When to Use MTBF as a Metric?
I will not say ‘never’, which is probably what you expect. There are a rare set of circumstances which may benefit with the use of MTBF as a metric. Of course, this does not include being deceitful or misleading with marketing materials. There may actually be an occasion where the MTBF metric works well.
As you know, MTBF is often estimated by tallying up the total hours of operation of a set of devices or systems and dividing by the number of failures. If no failures occur we assume one failure to avoid dividing by zero (messy business dividing by zero and to be avoided). MTBF is essentially the average time to failure.
Expected Value as Metric
The metric we select should be measurable and of a measure we have an interest. We would like to detect changes, measure progress, and possibly make business decisions with our metrics. If we are interested in the expected value of the time to failure for our devices, then MTBF might just be useful.
When making a device we often hear of executives, engineers and customers talk about how long they expect the product to last. An office device may have an expected life of 5 years, a solar power system – 30 years, and so on. If by duration we all agree that we expect 5 years of service on average, then using the average as the metric makes sense.
Before starting the use of MTBF, just make sure that a 5 year life implies half or two thirds of the devices will fail by the stated duration of 5 years. Yes, if the time to failure distribution is actually described by the exponential distribution (and a few other distributions) it means that two third of the units are expected to failure by the MTBF value. Thus if we set the goal to 5 years MTBF we imply half or more of the units will fail by 5 years.
Product Testing Advantages
Having a goal helps the design and development team make decisions and eventually conduct testing to prove the design meets the reliability objectives. Setting the goal a the expected value allows the fewest number of samples for testing. Testing for 99% reliability over 5 years is much tougher. We may require many samples to determine a meaningful estimate of the leading tail (i.e. first 1% or 5% of failures) of the time to failure distribution.
If the time failure pattern fits an exponential distribution, then testing becomes simplified. We can test one unit for a long time, or many units a short time, and arrive at the same answer. The test planning can maximize our resources to efficiently prove our design meets the objective. When the chance of failure each hour is the same, every device-hour of testing provide an equal amount of information.
Unlike products that wear out or degrade with time, when the design and device exhibit an exponential distribution we do not need any aging studies. We can just apply use or accelerated stress and measure the hours of operation and count the failures. Also any early failures are obviously quality issues and most likely do not count toward failures that represent actual field failures. Or do they?

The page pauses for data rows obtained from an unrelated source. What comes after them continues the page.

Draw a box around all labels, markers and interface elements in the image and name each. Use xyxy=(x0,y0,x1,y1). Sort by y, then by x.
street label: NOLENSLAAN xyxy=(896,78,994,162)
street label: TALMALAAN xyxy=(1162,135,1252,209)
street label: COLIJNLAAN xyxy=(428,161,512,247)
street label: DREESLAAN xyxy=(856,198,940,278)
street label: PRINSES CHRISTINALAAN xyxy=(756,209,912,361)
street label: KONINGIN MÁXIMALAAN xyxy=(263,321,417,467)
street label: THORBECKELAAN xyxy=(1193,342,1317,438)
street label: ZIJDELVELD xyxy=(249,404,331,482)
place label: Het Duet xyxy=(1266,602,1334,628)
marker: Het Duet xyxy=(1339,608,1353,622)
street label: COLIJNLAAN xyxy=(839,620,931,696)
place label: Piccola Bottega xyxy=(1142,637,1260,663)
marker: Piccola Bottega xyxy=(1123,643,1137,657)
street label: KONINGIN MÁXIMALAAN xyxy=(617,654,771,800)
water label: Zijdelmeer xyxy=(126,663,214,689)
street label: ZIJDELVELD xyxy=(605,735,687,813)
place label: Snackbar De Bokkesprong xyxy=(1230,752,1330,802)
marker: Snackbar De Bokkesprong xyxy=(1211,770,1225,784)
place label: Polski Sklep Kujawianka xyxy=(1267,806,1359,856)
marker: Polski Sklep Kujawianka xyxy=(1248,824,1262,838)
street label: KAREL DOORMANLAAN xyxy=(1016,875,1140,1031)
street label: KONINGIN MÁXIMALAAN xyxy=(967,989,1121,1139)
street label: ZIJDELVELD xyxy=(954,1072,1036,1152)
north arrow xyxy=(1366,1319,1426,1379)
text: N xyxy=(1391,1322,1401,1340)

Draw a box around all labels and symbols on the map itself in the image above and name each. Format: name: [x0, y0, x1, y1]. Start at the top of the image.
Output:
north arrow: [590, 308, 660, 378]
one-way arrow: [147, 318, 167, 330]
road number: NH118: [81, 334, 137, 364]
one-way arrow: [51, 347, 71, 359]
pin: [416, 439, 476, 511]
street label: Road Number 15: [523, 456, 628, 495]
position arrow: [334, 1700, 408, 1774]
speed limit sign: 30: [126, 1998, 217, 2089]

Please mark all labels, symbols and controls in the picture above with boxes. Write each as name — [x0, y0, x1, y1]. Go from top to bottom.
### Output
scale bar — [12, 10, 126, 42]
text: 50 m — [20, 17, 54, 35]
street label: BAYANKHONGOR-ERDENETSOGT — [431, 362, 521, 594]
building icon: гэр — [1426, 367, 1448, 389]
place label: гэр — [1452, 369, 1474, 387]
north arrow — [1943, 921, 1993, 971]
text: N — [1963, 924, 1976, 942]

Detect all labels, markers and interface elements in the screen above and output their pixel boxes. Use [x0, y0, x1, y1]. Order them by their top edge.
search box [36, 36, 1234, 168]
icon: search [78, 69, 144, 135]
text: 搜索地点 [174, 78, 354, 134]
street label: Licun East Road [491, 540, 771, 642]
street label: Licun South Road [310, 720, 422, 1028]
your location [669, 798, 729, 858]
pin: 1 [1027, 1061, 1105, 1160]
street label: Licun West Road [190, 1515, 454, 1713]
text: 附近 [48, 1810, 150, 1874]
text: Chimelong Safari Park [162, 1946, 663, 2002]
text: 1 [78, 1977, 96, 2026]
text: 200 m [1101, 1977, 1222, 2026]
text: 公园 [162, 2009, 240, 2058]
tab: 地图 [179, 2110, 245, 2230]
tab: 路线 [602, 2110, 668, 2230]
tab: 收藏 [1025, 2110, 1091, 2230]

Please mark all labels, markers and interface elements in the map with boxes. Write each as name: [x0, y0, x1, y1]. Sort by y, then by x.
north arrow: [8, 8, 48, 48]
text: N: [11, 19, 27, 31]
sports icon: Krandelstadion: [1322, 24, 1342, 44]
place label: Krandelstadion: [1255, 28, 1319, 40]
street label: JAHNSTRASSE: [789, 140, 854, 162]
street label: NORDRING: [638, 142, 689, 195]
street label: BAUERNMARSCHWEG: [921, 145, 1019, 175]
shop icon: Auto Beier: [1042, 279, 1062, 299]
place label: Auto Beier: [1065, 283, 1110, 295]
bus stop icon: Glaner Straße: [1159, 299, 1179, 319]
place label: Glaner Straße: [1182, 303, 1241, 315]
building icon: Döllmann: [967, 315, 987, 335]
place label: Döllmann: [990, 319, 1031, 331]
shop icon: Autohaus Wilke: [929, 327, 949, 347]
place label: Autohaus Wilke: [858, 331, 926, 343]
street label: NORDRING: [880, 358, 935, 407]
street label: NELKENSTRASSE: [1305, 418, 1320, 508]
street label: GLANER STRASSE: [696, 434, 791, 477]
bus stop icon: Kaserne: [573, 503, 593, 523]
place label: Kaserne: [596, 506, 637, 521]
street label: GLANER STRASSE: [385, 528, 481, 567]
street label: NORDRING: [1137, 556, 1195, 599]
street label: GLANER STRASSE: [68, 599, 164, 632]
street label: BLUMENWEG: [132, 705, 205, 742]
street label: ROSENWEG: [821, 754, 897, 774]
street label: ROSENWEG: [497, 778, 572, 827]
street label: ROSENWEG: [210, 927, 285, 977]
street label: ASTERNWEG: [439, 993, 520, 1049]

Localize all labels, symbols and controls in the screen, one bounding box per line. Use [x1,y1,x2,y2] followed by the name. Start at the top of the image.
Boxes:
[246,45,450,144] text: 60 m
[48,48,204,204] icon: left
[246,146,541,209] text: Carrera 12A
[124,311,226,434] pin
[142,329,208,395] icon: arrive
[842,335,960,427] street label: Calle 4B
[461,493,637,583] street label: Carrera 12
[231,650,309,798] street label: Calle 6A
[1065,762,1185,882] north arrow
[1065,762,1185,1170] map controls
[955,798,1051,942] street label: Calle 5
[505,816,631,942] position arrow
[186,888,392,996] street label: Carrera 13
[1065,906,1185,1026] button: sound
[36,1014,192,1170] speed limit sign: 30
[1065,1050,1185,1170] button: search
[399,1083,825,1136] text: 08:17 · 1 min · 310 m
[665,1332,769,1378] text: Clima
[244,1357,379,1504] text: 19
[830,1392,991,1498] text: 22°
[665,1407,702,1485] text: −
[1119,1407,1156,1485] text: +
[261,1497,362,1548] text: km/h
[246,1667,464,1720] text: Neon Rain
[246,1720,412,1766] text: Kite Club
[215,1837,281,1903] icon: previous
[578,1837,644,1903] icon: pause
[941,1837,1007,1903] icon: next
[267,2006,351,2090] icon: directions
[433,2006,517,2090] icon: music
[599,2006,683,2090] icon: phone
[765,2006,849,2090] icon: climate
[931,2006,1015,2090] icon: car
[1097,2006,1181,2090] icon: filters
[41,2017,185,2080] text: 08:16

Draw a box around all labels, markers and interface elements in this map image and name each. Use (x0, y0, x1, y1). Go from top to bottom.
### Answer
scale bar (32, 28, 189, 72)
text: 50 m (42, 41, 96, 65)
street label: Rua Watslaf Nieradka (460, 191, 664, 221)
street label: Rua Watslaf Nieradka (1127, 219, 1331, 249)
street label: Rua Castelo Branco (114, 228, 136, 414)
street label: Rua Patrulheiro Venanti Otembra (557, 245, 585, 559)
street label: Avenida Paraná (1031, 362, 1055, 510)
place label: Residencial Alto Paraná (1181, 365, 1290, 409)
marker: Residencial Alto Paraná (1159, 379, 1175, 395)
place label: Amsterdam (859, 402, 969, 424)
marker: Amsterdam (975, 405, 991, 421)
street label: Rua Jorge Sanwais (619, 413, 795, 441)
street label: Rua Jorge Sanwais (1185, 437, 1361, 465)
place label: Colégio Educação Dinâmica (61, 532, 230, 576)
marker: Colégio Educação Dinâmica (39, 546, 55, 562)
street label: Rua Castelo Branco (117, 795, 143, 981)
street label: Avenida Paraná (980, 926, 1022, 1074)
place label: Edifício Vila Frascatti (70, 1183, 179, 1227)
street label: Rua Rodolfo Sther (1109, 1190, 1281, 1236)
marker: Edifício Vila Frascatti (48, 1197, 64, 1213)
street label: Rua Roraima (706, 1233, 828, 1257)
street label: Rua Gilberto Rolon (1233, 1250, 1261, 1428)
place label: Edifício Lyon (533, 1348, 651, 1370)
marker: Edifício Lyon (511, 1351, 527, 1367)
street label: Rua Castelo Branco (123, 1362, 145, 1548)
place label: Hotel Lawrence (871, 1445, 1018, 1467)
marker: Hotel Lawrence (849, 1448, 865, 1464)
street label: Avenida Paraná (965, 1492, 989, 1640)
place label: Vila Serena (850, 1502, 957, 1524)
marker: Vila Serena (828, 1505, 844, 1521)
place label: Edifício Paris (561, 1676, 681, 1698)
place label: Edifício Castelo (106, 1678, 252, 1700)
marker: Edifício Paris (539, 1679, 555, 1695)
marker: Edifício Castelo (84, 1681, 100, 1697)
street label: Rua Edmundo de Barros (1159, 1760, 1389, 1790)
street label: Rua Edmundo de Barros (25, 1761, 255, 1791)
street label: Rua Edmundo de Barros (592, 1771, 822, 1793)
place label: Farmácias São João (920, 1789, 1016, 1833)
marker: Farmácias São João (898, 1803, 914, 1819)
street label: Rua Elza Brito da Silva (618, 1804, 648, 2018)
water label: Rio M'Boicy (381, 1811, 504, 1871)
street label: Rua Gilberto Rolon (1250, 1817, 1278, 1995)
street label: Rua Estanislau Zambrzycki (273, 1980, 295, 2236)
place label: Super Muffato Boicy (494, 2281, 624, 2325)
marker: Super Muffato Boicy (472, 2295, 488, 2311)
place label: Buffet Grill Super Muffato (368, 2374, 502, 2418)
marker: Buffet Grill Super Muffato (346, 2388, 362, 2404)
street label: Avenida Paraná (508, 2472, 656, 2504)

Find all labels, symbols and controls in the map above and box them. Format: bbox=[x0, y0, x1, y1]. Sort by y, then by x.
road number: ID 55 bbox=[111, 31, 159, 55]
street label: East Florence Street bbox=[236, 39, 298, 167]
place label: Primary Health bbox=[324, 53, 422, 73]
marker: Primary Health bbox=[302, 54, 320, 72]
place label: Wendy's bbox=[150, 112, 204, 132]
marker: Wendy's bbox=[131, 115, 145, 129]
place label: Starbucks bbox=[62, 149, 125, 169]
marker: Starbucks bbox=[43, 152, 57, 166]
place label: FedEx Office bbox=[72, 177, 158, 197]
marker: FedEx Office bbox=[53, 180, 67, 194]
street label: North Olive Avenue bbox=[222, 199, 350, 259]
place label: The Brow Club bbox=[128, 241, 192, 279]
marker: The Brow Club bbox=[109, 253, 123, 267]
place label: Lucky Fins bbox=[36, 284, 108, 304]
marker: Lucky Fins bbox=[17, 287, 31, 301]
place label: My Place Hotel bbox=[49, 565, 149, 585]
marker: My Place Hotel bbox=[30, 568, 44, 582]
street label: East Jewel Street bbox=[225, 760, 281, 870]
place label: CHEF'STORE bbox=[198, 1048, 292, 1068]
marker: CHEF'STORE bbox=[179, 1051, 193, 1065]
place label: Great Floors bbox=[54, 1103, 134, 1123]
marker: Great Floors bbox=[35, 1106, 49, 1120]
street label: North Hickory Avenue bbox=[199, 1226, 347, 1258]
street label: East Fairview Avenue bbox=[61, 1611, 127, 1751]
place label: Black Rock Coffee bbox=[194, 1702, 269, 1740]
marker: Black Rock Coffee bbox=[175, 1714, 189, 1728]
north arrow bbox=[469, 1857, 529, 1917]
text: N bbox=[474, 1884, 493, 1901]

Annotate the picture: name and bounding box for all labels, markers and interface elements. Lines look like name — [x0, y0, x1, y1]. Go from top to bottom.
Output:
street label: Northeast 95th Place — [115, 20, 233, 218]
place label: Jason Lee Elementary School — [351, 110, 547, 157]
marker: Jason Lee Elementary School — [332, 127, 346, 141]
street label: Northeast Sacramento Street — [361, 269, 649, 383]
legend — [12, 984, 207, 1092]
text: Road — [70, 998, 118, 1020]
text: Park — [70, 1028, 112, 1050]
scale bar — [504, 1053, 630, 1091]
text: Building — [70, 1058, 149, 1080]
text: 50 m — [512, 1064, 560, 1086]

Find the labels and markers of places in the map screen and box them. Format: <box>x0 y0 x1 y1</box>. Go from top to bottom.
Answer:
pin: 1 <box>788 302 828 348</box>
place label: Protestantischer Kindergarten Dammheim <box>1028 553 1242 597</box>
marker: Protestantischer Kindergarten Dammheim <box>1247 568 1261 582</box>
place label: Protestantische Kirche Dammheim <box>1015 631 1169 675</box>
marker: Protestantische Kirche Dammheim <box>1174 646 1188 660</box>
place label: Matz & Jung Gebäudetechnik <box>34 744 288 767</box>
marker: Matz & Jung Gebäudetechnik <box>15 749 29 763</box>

Metrics Should Have a Common Understanding
When the industry, organization, vendors, and engineering staff already use MTBF to discuss reliability, then management would be wise to establish a metric using MTBF. Makes sense, right? The formula to calculate MTBF is very simple. Even the name implies the meaning (no pun intended). MTBF is the mean time between (or before) failure. It’s an average, which calculators, spreadsheets, smart phones, and possibly even your watch can calculate.
While the spread of the data is often of importance when making comparisons, estimating a sample set of data’s confidence bounds, or estimating the number of failures over the warranty period, if we assume the data actually fits an exponential distribution, we find the mean equals the standard deviation. Great! One less calculation. We have what we need to move forward.
Nearly every reliability or quality textbook or guideline includes extensive discussions about MTBF the exponential distribution and a wide range of reliability related calculations. Our common understanding generally is supported by the plentiful references.
Ask a few folks around you when considering using MTBF. What do they define MTBF as representing? If you receive a consistent answer, you may just have a common understanding. If the understanding is also aligned with the underlying math and assumptions, even better.
When to Use MTBF Checklist
In summary all you need is:
- A business interest in the time till half or more of product fail
- A design with a fixed chance to failure each hour of operation
- A well educated team that understands the proper use of an inverse failure rate measure
I submit we are rarely interested in the time till the bulk of devices fail, rather interested in the time to first failures or some small percentage fail
I suggest that very few devices or system actually fail with a constant hazard rate. If your product does, prove it without grand waves of assumptions.
I have found that engineers, scientists, vendors, customers, and manager regularly misunderstand MTBF and how to properly use an MTBF value.
So back to the opening statement, it is possible though not likely you will find an occasion to effectively use MTBF as a metric. Instead use reliability: the probability of successful operation over a stated period with stated conditions and definition of success. 98% of office printers will function for 5 years without failure in a office…. Pretty clear. Sure we can fully define the function(s) and environment, and we need to do that anyway.
Mark Powell says
Fred,
You had three bullets it seems for when you could use MTBF. I could not follow your reasoning to come up with these.
Why would an interest in when half would fail have anything to do with MTBF?
Your second bullet, which of course defines a Poisson process which leads to an exponential failure model (that you caveat very appropriately later – not possible in this universe due to the second law of thermodynamics), the only purpose is to estimate the parameter.
And your third, if the team understands the proper use of an inverse failure rate, they won’t use it.
MTBF is an average, and using and average in a decision is guaranteed to produce an irrational decision, so I am still looking for a reason to justify the electrons to compute it.
Mark Powell
Fred Schenkelberg says
Yeah, Mark, I’m reaching a bit with this one – none of the arguments as you notice work well.
Best to just avoid MTBF.
Cheers,
Fred
Don Doan says
As a long time PdM expert and Reliability Engineer he is my blasphemy:
MTBF is equivalent to Overall Vibration – it is a trending tool with little or no analyzable data, but it is a great trigger to start analysis.
Fred Schenkelberg says
Hi Don,
And, you can do better using the same data.
Cheers,
Fred
Linda Cottrell says
While I understand the points, my biggest challenge with MTBF is fighting the misunderstanding and misapplication.
If I go ahead and use it anyway, no one will ask me why, and I lose an opportunity to educate.
Fred Schenkelberg says
well said Linda, cheers, Fred
Mark Powell says
Linda,
Not sure I understand.
What I observe is that nobody at all questions the use of MTBF. For me, bringing up the flaws of MTBF when nobody is questioning it is seen as just being a troublemaker (vice educator).
Now if folks were questioning it, then I might really have an opportunity to educate.
Mark Powell